What We’re Looking For
We’re seeking a motivated and curious individual with a foundational understanding of systems and a desire to grow. You don’t need to meet every qualification below, but experience in some of these areas will help you succeed in the role:
- Some hands-on experience in DevOps, SRE, System Administration, or a related academic background (degree or certification)
- Familiarity with scripting languages such as Python, JavaScript, or Bash
- Exposure to alerting and monitoring tools like DataDog, Zabbix, Nagios, or similar
- Comfort working in Linux environments, including using the command line for system-level tasks
- Basic experience with configuration management tools, preferably Ansible
- Strong analytical and troubleshooting skills, with the ability to break down complex problems
- Clear verbal and written communication skills, and a collaborative, team-oriented mindset
- The ability to zoom into technical detail while maintaining awareness of broader system goals
Bonus Points For
These aren’t required, but experience in any of the following areas will help you stand out:
- Familiarity with blockchain technologies — especially hands-on experience with Solana
- Background in developer enablement, DevRel (Developer Relations), or technical community engagement
- Contributions to open-source projects or participation in technical communities
Benefits
This is a contract position with the following compensation structure:
- Base salary equivalent to $50,000–$90,000 USD annually, depending on experience and qualifications. Payment
- Annual performance-based bonus of 25% of base salary, contingent on individual performance and overall company results
What does Reliability Engineer do?
A Reliability Engineer is a professional who is responsible for ensuring the reliability and availability of systems and equipment in an organization
They use their knowledge of engineering principles, statistical analysis, and data science to identify and mitigate risks, prevent failures, and optimize system performance
Here are some of the typical tasks and responsibilities of a Reliability Engineer:
- Analyze data and perform statistical modeling: Reliability Engineers analyze data related to equipment performance, failure rates, and maintenance history to identify trends and patterns. They use statistical modeling to predict future failures and plan maintenance activities accordingly.

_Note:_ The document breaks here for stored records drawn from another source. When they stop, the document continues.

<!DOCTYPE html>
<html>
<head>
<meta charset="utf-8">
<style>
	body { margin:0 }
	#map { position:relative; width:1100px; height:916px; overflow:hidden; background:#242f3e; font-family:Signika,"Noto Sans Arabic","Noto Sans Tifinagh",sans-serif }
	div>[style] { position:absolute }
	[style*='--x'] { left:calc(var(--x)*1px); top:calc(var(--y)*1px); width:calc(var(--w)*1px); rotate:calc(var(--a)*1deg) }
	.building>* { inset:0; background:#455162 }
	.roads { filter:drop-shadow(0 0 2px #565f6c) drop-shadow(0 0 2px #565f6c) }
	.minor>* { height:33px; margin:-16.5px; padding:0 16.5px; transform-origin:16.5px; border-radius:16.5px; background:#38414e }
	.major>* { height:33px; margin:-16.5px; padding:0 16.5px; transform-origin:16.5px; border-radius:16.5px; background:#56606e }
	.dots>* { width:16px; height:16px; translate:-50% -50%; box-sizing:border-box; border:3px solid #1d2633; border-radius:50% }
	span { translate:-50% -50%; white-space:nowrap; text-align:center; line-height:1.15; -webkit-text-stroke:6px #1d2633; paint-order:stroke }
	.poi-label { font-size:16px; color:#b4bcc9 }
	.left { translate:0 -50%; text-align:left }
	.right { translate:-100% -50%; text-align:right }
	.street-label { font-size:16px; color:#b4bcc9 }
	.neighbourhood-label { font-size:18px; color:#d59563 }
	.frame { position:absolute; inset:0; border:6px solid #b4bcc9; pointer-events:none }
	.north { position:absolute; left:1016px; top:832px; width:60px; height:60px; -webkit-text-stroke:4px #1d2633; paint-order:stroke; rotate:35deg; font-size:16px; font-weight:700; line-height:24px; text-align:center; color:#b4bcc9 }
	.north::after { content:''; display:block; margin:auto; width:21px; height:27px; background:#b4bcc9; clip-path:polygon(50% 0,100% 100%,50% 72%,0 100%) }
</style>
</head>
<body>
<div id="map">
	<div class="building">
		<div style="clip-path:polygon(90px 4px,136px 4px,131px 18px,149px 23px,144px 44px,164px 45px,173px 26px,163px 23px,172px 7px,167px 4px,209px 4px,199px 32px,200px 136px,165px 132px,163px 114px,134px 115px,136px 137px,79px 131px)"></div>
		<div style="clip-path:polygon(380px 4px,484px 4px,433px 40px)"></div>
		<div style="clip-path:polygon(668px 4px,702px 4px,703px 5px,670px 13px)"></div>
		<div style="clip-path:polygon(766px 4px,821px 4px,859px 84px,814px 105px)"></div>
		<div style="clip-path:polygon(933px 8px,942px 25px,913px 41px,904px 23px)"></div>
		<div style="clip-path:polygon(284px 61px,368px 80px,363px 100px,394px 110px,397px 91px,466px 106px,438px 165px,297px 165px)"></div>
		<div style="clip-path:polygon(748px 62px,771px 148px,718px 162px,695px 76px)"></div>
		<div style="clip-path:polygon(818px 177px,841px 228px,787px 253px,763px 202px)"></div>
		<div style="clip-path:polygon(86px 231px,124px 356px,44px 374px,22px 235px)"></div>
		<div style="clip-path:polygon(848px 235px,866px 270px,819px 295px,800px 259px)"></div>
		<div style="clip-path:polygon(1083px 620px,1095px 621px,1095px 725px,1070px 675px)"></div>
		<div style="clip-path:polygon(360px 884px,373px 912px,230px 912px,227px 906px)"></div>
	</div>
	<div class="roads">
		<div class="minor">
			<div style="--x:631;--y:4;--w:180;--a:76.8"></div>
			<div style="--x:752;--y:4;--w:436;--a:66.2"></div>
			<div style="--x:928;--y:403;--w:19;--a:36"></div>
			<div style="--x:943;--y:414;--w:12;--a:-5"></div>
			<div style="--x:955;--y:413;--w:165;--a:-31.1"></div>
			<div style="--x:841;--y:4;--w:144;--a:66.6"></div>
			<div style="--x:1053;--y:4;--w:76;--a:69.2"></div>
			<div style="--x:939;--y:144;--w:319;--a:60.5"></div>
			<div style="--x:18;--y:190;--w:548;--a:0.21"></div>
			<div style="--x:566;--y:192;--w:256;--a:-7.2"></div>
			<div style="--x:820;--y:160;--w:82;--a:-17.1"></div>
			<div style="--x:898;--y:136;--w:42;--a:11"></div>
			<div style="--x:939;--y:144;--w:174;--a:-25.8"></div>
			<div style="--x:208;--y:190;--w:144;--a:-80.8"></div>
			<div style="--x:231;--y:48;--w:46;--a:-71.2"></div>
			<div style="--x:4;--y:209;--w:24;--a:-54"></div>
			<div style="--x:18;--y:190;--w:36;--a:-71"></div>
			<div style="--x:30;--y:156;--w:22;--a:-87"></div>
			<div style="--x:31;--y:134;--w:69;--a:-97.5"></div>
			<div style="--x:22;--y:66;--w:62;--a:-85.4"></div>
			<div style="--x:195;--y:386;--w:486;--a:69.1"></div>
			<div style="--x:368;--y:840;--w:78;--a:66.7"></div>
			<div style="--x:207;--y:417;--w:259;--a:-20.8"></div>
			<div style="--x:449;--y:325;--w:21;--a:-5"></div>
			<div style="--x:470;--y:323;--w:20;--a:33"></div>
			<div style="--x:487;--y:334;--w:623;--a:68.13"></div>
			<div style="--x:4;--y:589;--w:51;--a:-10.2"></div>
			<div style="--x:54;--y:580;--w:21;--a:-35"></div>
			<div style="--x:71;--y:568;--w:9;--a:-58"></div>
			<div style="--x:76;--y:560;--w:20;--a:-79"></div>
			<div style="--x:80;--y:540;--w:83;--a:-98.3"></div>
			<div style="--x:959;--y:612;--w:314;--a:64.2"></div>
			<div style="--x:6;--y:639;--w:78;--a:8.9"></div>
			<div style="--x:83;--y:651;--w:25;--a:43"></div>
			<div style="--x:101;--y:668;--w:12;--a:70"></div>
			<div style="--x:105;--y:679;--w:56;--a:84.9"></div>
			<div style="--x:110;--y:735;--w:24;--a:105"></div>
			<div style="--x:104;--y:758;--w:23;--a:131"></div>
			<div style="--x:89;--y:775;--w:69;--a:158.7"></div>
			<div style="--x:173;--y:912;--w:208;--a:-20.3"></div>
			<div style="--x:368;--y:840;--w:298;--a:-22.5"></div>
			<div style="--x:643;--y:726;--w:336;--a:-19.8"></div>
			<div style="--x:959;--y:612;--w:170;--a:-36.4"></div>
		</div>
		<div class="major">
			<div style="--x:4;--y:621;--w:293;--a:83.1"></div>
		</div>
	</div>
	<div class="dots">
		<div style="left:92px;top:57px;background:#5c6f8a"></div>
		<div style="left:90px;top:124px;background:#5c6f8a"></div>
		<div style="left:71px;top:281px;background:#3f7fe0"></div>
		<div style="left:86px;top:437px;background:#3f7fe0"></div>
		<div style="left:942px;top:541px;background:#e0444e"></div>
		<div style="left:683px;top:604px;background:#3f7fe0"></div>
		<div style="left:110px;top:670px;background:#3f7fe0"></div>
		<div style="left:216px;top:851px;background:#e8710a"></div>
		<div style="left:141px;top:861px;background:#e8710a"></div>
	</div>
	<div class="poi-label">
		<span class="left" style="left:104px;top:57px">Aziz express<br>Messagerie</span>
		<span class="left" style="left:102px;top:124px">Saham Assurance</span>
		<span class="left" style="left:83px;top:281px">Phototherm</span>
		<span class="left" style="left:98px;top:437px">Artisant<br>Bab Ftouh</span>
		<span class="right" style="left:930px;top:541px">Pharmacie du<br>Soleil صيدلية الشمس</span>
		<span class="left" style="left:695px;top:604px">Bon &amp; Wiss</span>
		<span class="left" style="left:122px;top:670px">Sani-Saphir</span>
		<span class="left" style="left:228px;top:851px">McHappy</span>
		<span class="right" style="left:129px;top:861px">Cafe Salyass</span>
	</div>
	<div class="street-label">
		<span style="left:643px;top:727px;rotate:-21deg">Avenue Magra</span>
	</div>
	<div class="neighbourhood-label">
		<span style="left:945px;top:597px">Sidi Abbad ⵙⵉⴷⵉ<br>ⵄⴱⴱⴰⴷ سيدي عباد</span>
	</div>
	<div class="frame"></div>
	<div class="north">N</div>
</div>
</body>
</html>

- Develop and implement reliability strategies: Reliability Engineers develop and implement strategies to improve the reliability and availability of equipment and systems. This may include performing root cause analysis, implementing preventive maintenance programs, and conducting failure mode and effects analysis (FMEA).

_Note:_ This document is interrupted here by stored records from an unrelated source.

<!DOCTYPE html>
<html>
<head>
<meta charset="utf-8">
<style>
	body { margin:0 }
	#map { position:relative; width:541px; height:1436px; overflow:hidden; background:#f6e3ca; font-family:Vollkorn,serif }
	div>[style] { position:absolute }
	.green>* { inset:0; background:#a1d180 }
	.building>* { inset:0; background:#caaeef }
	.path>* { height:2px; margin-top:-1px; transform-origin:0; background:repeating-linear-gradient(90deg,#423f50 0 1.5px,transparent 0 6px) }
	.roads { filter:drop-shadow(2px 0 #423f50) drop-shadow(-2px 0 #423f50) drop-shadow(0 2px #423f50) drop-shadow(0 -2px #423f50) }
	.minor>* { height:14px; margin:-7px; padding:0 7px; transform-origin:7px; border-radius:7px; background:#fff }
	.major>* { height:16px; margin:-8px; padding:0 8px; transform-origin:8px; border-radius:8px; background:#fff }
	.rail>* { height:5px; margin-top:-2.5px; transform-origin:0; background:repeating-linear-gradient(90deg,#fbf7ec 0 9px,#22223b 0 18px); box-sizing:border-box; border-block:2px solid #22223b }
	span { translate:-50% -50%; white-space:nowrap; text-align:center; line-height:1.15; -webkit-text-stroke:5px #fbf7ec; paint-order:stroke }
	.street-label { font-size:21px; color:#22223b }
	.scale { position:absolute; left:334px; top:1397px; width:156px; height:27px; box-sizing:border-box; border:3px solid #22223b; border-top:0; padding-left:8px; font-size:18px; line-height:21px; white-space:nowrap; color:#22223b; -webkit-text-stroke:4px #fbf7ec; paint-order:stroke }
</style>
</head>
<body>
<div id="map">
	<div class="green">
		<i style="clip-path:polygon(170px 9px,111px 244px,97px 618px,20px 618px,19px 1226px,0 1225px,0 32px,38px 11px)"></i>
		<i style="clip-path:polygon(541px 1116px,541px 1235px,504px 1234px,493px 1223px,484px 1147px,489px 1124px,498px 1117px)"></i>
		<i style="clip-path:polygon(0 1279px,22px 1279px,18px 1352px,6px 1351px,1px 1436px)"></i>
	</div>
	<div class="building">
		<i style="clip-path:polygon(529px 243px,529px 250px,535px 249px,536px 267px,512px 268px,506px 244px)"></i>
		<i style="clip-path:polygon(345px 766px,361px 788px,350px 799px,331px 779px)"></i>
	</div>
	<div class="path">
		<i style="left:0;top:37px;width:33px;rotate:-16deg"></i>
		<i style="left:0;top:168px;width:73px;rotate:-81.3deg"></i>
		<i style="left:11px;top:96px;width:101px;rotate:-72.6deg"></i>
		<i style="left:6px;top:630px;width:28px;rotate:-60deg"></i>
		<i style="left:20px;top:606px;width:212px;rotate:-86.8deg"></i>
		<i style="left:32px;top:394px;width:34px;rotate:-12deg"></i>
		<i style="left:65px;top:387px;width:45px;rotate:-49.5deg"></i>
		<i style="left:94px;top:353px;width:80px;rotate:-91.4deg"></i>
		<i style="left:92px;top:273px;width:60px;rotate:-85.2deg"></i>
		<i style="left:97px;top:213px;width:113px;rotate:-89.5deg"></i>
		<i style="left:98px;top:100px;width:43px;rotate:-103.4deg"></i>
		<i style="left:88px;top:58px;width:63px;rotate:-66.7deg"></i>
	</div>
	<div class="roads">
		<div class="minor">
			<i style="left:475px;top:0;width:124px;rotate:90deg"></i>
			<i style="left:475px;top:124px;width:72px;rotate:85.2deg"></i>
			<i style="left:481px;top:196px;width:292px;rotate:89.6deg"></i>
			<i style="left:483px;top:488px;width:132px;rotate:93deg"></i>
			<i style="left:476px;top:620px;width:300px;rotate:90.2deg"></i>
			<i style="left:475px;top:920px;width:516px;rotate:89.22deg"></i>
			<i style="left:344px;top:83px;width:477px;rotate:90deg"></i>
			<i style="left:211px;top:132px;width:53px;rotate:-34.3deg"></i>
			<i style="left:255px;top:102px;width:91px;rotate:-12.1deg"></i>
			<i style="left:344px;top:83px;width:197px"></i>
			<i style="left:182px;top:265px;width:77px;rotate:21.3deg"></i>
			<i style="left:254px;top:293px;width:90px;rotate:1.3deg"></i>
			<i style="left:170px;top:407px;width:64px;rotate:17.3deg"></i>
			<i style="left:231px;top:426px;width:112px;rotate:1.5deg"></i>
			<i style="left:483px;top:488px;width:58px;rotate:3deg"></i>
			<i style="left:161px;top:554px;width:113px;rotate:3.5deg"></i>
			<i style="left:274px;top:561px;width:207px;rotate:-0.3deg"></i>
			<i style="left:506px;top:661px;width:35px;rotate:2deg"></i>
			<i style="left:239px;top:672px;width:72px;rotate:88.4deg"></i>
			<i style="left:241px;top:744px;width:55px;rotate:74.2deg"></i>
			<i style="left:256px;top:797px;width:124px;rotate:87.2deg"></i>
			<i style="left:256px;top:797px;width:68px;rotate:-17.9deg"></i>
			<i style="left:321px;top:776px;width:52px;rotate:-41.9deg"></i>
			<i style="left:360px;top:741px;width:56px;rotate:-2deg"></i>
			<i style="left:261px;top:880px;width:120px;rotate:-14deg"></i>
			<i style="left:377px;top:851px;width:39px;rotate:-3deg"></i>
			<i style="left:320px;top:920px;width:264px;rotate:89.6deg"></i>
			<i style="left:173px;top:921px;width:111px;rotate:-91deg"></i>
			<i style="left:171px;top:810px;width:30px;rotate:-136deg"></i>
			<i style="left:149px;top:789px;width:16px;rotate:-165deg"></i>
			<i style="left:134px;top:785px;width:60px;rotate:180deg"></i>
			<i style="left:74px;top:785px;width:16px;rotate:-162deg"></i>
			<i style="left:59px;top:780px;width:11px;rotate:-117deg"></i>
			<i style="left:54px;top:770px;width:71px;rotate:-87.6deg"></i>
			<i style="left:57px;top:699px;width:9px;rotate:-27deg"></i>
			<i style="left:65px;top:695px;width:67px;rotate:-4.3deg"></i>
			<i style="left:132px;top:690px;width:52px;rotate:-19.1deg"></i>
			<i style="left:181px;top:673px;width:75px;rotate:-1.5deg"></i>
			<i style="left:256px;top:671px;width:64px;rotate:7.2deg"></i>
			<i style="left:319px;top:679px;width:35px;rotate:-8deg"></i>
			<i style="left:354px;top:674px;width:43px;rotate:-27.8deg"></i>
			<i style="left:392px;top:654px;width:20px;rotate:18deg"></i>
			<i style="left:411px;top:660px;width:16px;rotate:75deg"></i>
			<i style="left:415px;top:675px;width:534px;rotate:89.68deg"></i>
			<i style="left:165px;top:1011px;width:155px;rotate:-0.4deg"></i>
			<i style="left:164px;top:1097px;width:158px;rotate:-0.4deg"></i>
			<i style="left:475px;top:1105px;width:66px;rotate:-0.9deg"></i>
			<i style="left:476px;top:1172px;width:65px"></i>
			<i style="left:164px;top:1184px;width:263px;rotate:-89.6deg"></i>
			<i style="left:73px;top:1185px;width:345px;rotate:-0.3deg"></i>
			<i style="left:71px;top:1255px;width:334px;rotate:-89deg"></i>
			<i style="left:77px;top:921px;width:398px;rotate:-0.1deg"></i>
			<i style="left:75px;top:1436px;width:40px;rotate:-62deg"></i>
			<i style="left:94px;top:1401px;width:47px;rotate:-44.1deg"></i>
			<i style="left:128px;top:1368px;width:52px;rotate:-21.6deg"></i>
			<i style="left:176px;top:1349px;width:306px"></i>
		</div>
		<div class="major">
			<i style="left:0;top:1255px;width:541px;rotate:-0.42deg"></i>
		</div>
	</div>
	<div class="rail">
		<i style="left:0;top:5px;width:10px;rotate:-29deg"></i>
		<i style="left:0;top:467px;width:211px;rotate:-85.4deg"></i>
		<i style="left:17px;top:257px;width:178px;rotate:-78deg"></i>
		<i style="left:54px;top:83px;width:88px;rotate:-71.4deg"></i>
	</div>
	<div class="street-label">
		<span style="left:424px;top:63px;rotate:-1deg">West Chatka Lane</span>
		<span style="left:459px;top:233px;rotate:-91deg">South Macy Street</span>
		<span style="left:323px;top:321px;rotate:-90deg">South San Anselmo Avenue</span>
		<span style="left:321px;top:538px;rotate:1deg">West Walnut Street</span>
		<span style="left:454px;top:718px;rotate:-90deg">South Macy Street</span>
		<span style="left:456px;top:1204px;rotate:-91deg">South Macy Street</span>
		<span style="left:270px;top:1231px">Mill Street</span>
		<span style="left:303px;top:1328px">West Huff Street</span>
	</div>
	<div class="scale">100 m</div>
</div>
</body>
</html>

- Collaborate with other teams: Reliability Engineers collaborate with other teams such as operations, maintenance, and engineering to identify and address reliability issues. They may also work with suppliers to ensure the reliability of equipment and materials.
- Monitor and evaluate performance: Reliability Engineers monitor the performance of systems and equipment to identify areas for improvement. They use data to evaluate the effectiveness of reliability strategies and make adjustments as necessary.
- Provide technical support: Reliability Engineers provide technical support to other teams and stakeholders, answering questions and providing guidance on reliability-related issues.
- Continuously improve processes: Reliability Engineers are responsible for continuously improving reliability processes and methodologies. They stay up-to-date with the latest technologies and best practices in the field and identify opportunities for improvement.